Stored data:
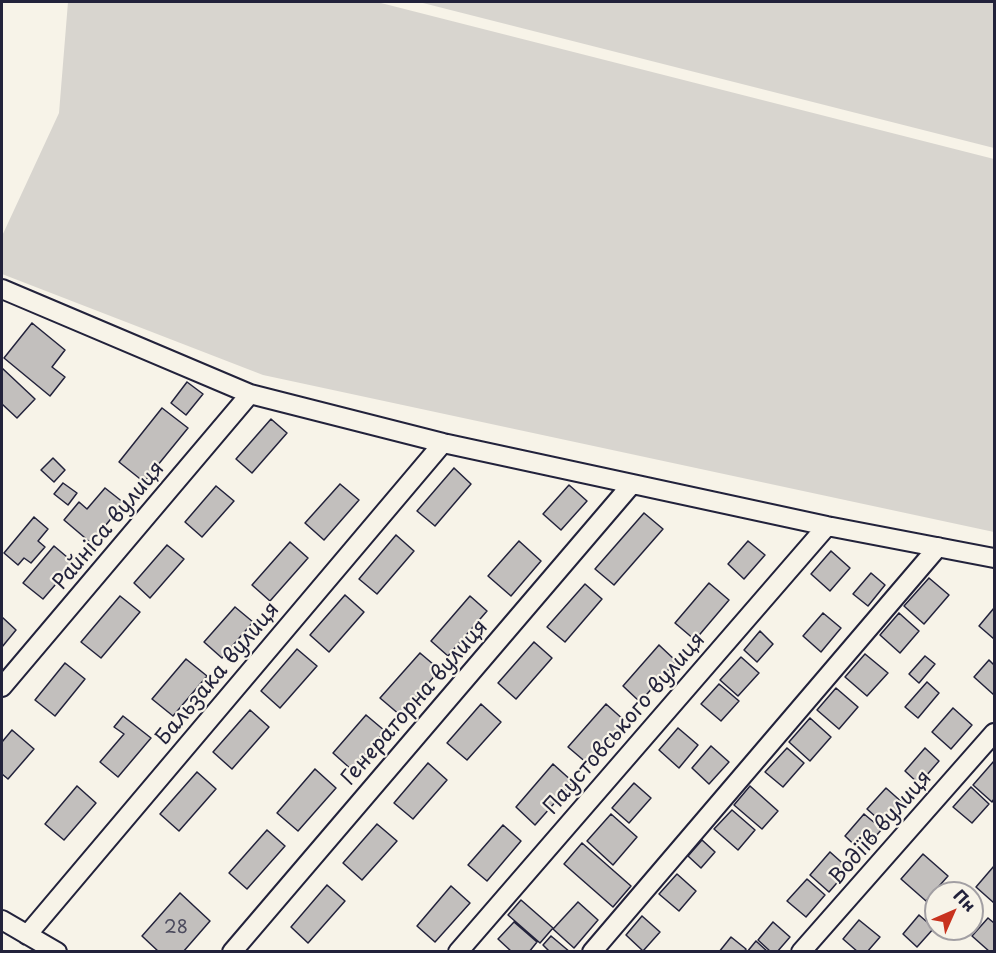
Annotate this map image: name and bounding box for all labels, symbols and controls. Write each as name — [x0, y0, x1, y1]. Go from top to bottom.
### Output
street label: Райніса вулиця — [48, 457, 170, 595]
street label: Бальзака вулиця — [151, 598, 285, 750]
street label: Генераторна вулиця — [336, 615, 494, 791]
street label: Паустовського вулиця — [539, 628, 711, 820]
street label: Водіїв вулиця — [825, 766, 937, 890]
north arrow — [924, 881, 984, 941]
text: Пн — [949, 883, 982, 916]
house number: 28 — [164, 917, 188, 939]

Assignment: Down to the last line, return the entries above exactly, with no pictures.

Response to the task:
Annotate this map image: name and bounding box for all labels, symbols and controls. Write each as name — [x0, y0, x1, y1]. Go from top to bottom.
### Output
street label: Райніса вулиця — [48, 457, 170, 595]
street label: Бальзака вулиця — [151, 598, 285, 750]
street label: Генераторна вулиця — [336, 615, 494, 791]
street label: Паустовського вулиця — [539, 628, 711, 820]
street label: Водіїв вулиця — [825, 766, 937, 890]
north arrow — [924, 881, 984, 941]
text: Пн — [949, 883, 982, 916]
house number: 28 — [164, 917, 188, 939]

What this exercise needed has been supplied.